Reputation by Sarah Vaughan
7/5/22; 336 pages
Atria/Emily Bestler Books

Reputation by Sarah Vaughan is a highly recommended thriller and courtroom drama.

Emma Webster is  an MP in parliament as a member of the Labor party. She spends part of her time in the house she shares in London with other members of parliament but as a divorced mother lives in her home in Portsmouth with her 14-year-old daughter, Flora. Part of her public life involves trolls, who are ever present but come out especially vicious after she does a photo shoot. Now Flora is learning that same lesson as she is experiencing bulling instigated by her former best friend, only Flora snaps and retaliates, which is a poor decision with consequences.

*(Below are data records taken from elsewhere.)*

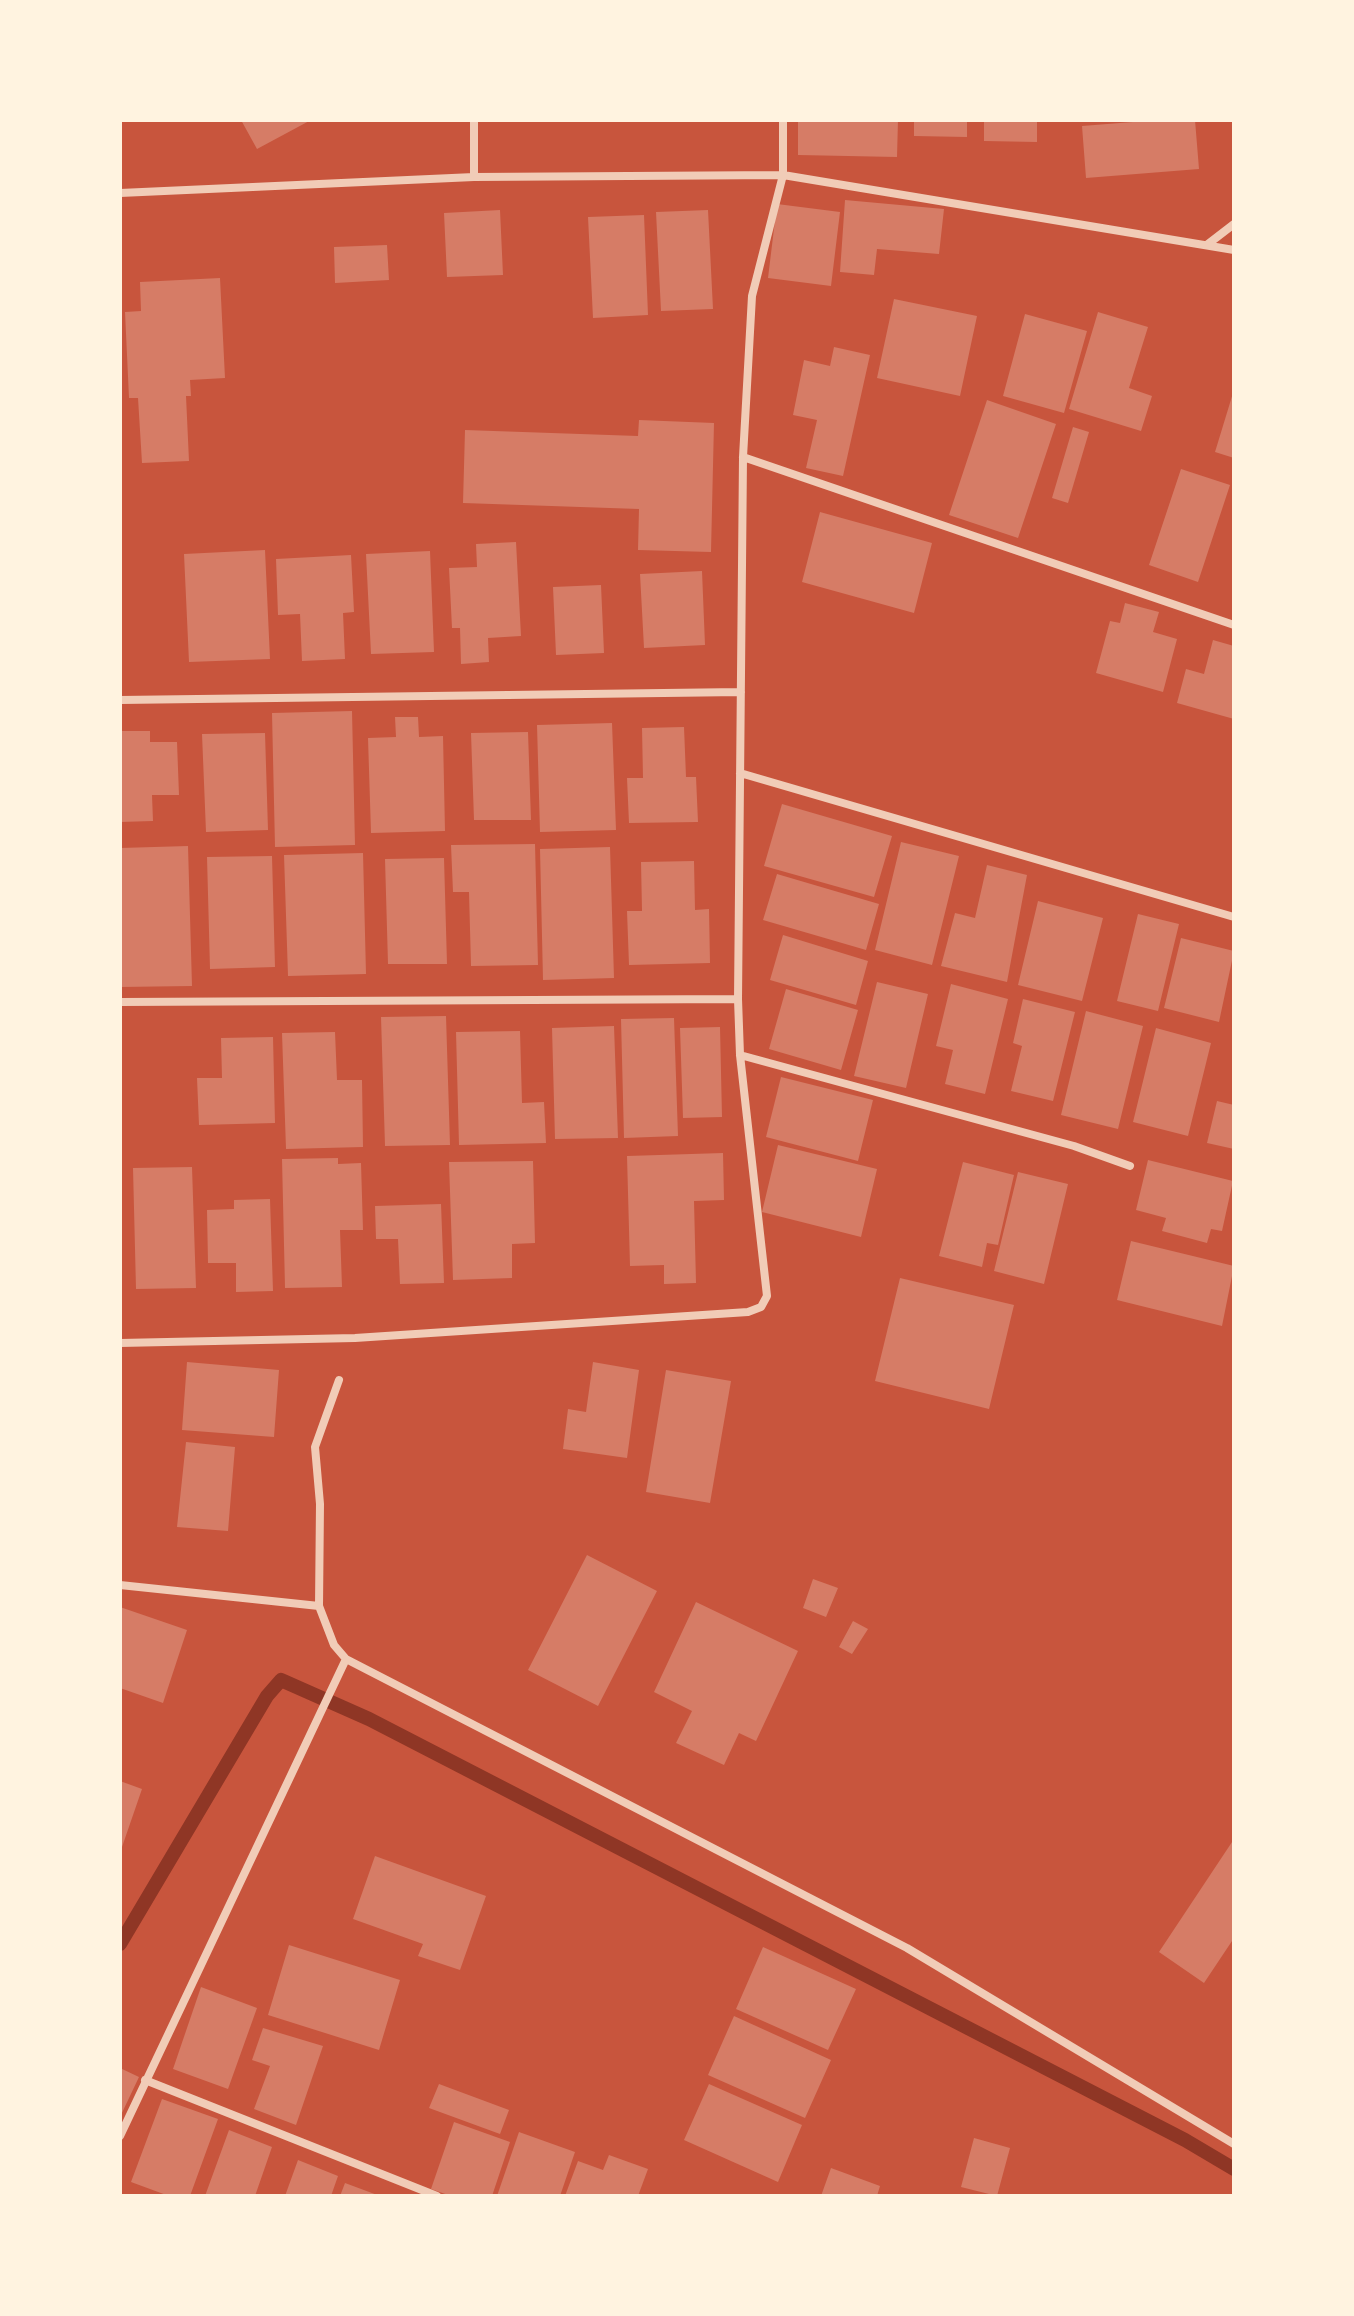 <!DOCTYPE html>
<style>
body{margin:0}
#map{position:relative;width:1354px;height:2316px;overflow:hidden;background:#c8553d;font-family:"Nunito Sans",sans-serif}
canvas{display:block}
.frame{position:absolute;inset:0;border:122px solid #fff3e0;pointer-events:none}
</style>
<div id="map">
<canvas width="1354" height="2316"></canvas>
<div class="frame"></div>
</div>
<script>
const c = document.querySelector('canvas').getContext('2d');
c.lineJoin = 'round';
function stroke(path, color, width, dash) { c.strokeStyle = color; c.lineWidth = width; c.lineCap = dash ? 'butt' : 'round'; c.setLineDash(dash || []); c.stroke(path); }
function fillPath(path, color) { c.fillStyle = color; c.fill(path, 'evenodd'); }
const stream = new Path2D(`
 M 120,1944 L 267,1696 L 281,1680 L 369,1719 L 1185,2140 L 1234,2169`);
const building = new Path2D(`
 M 241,120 L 311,120 L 257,149 Z
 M 798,120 L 898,120 L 897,157 L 798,155 Z
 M 914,120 L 967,120 L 967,137 L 914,136 Z
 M 984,120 L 1037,120 L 1037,142 L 984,141 Z
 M 1158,120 L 1195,120 L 1199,169 L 1086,178 L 1082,126 Z
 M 845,200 L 944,209 L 939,254 L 877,249 L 874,275 L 840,272 Z
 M 777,204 L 840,212 L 831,286 L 768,278 Z
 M 500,210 L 503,275 L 447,277 L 444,213 Z
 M 708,210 L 713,309 L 661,311 L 656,212 Z
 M 644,215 L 648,315 L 593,318 L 588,217 Z
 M 387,245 L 389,280 L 335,283 L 334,247 Z
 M 220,278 L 225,378 L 190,380 L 191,396 L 186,396 L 189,461 L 142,463 L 138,398 L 129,398 L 125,312 L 141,311 L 140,282 Z
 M 894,299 L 977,316 L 960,396 L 877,378 Z
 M 1098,312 L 1148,327 L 1129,388 L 1152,396 L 1141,431 L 1069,409 Z
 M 1025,314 L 1087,331 L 1064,413 L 1003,396 Z
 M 834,347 L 870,355 L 843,476 L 806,468 L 817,420 L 793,415 L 804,360 L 830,366 Z
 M 1233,393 L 1234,393 L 1234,458 L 1215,452 Z
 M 987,400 L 1056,424 L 1018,538 L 949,515 Z
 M 639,420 L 714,423 L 711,552 L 638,550 L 639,509 L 463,503 L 465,430 L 638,436 Z
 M 1073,427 L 1089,432 L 1068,503 L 1052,498 Z
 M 1181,469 L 1230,485 L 1198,582 L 1149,565 Z
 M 820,512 L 932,543 L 914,613 L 802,582 Z
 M 516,542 L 521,636 L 488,638 L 489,662 L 461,664 L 460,628 L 452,628 L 449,568 L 477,567 L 476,544 Z
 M 265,550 L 270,659 L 189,662 L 184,554 Z
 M 430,551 L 434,652 L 371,654 L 366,554 Z
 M 351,555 L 354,612 L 343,613 L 345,659 L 302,661 L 300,614 L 278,615 L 276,559 Z
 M 702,571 L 705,645 L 644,648 L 640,574 Z
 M 601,585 L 604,653 L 556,655 L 553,587 Z
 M 1125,603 L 1159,612 L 1153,632 L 1177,639 L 1163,692 L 1096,673 L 1110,621 L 1120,623 Z
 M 1213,640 L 1234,646 L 1234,719 L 1177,703 L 1186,669 L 1204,674 Z
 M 352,711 L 355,845 L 275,847 L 272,713 Z
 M 395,717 L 418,717 L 419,737 L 443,736 L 445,831 L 371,833 L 368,738 L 396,737 Z
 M 612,723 L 616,830 L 540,832 L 537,725 Z
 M 684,727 L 686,777 L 696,777 L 698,822 L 629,823 L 627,778 L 643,778 L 642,728 Z
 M 120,731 L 150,731 L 150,742 L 177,742 L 179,795 L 152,795 L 153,821 L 120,822 Z
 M 528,732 L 531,820 L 474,820 L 471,733 Z
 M 265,733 L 268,830 L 206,832 L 202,734 Z
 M 782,804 L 892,836 L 874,897 L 764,866 Z
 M 901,842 L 959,856 L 932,965 L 875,950 Z
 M 535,844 L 538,965 L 471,966 L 469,892 L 453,892 L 451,845 Z
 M 188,846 L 192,986 L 120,987 L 120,848 Z
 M 610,847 L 614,978 L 543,980 L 540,849 Z
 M 363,853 L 366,974 L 288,976 L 284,855 Z
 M 272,856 L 275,967 L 210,969 L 207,857 Z
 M 444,858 L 447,964 L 388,964 L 385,859 Z
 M 694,861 L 695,910 L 709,909 L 710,963 L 629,965 L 627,911 L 642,911 L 641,862 Z
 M 987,865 L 1027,875 L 1007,982 L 941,966 L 955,913 L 975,918 Z
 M 777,874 L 879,904 L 866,950 L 763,920 Z
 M 1038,901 L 1103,918 L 1082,1001 L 1018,985 Z
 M 1138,914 L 1179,924 L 1158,1011 L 1117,1001 Z
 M 783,935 L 868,961 L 856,1005 L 770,980 Z
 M 1181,938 L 1234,951 L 1219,1022 L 1164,1008 Z
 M 877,982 L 928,994 L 906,1088 L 854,1076 Z
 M 951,984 L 1008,999 L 985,1094 L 945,1084 L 953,1050 L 936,1046 Z
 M 786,989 L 858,1010 L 841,1070 L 769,1049 Z
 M 1023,999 L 1075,1012 L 1053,1101 L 1011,1091 L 1022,1046 L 1013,1043 Z
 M 1086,1011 L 1143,1026 L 1118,1129 L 1061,1115 Z
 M 446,1016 L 450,1145 L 385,1146 L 381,1017 Z
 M 674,1018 L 678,1136 L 624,1138 L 621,1019 Z
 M 614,1026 L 618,1138 L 555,1139 L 552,1028 Z
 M 720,1027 L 722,1117 L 683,1118 L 680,1028 Z
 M 1156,1028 L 1211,1043 L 1188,1136 L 1133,1122 Z
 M 520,1031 L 522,1103 L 544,1102 L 546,1143 L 459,1145 L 456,1032 Z
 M 335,1032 L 337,1080 L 362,1080 L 363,1147 L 286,1149 L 282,1033 Z
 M 273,1037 L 275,1123 L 199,1125 L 197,1078 L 222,1078 L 221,1038 Z
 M 781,1077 L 873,1100 L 858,1161 L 766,1137 Z
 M 1217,1101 L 1234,1105 L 1234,1149 L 1207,1143 Z
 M 778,1145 L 877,1169 L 861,1237 L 762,1212 Z
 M 723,1153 L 724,1200 L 694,1201 L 696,1283 L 664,1284 L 664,1265 L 630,1266 L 627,1156 Z
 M 338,1158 L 338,1164 L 361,1163 L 363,1230 L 340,1230 L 342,1287 L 285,1288 L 282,1159 Z
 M 1148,1160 L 1233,1181 L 1222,1231 L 1211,1229 L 1207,1243 L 1162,1231 L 1166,1218 L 1136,1210 Z
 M 533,1161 L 535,1243 L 512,1244 L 512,1278 L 453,1280 L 449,1162 Z
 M 963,1162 L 1014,1175 L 998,1245 L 987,1243 L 982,1267 L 939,1256 Z
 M 192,1167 L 196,1288 L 136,1289 L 133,1168 Z
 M 1018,1172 L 1068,1184 L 1044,1284 L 994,1271 Z
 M 270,1199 L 273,1291 L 236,1292 L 236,1263 L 208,1263 L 207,1210 L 234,1209 L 234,1200 Z
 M 441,1204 L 444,1283 L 400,1284 L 398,1239 L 376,1239 L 375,1206 Z
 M 1131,1241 L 1234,1266 L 1222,1326 L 1117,1300 Z
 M 900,1278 L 1014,1305 L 989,1409 L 875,1381 Z
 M 187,1362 L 279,1370 L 274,1437 L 182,1430 Z
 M 593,1362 L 639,1370 L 627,1458 L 563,1449 L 568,1409 L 586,1412 Z
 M 666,1370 L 731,1381 L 710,1503 L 646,1492 Z
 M 186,1442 L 235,1447 L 228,1531 L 177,1527 Z
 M 587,1555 L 657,1591 L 598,1706 L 528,1670 Z
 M 813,1579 L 838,1588 L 826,1617 L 803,1608 Z
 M 696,1602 L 798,1651 L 756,1741 L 739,1733 L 724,1765 L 676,1743 L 692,1711 L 654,1692 Z
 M 120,1607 L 187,1630 L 163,1703 L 120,1688 Z
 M 853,1621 L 868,1629 L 852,1654 L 839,1647 Z
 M 120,1781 L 142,1789 L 122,1847 L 120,1847 Z
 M 1234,1839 L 1234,1938 L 1204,1983 L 1159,1952 Z
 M 375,1856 L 486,1896 L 460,1970 L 418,1956 L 423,1944 L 353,1919 Z
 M 289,1945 L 400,1980 L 379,2050 L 268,2015 Z
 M 763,1947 L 856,1989 L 828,2050 L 736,2009 Z
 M 201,1987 L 257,2008 L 228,2089 L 173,2069 Z
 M 734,2016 L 831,2060 L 805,2118 L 708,2075 Z
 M 263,2028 L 323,2046 L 296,2125 L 254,2109 L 270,2066 L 252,2060 Z
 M 120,2068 L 139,2077 L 120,2117 Z
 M 439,2084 L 509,2110 L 500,2134 L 429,2108 Z
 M 709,2084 L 802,2125 L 778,2182 L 684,2140 Z
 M 162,2099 L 218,2119 L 190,2196 L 169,2196 L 131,2182 Z
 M 454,2122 L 510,2142 L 492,2196 L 451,2196 L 431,2189 Z
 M 229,2130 L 272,2147 L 255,2196 L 205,2196 Z
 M 519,2132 L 575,2152 L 560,2196 L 497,2196 Z
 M 974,2138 L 1010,2148 L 997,2196 L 961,2187 Z
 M 609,2155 L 648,2169 L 638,2196 L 565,2196 L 578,2161 L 603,2170 Z
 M 298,2160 L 338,2176 L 331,2196 L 285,2196 Z
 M 831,2168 L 880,2186 L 877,2196 L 821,2196 Z
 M 345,2183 L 380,2196 L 340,2196 Z`);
const minor = new Path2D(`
 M 474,120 L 474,177
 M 120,193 L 474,177 L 783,175 L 1234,250
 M 1208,244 L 1234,224
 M 743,457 L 1234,625
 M 120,700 L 741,692
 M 740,773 L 1234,917
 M 120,1002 L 738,999
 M 740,1055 L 1074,1146 L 1130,1166
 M 120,1343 L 355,1338 L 748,1312 L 761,1307 L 767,1296 L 740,1055 L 738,999 L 743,457 L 752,296 L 783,175 L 783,120
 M 339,1380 L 315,1447 L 320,1504 L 319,1606 L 334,1645 L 346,1659 L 907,1948 L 1234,2144
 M 120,1585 L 319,1606
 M 145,2080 L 437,2196
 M 120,2136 L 346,1659`);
stroke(stream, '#8f3625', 14);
fillPath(building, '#d67c66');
stroke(minor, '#f1ccb7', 8);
</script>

Emma knows that a woman's reputation can be easily destroyed and has been supporting new law to protect women and girls from the effects of online abuse. Flora's situation is a perfect example of this and highlights how a reactionary response is never a good choice and social media seems to make everything worse. Oh, and by the way, there is also the body of a dead man found at their home and Emma is arrested for the crime.

This is a well written thriller and courtroom drama, but is does move at a slow deliberate pace, especially at the beginning. Emma narrates most chapters but a few are from other character's point-of-view.  Once the trial starts and courtroom scenes make up most of the narrative the plot becomes more tense and compelling. Clearly Reputation should especially appeal to those who appreciate courtroom dramas. The real impetus for reading this thoughtful novel is for the topic of a reputation being damaged and how the public spotlight can bring with it a great deal of pressure.

Emma is an empathetic character but not presented in an especially personable manner. She is presented as a strong woman Clearly, the actual social issues, gender inequality, bullying, cyber and in person, and the media controlling the narrative, are the true focus of the novel rather than the individual characters. The message is the true main character here.

Disclosure: My review copy was courtesy of Atria/Emily Bestler Books.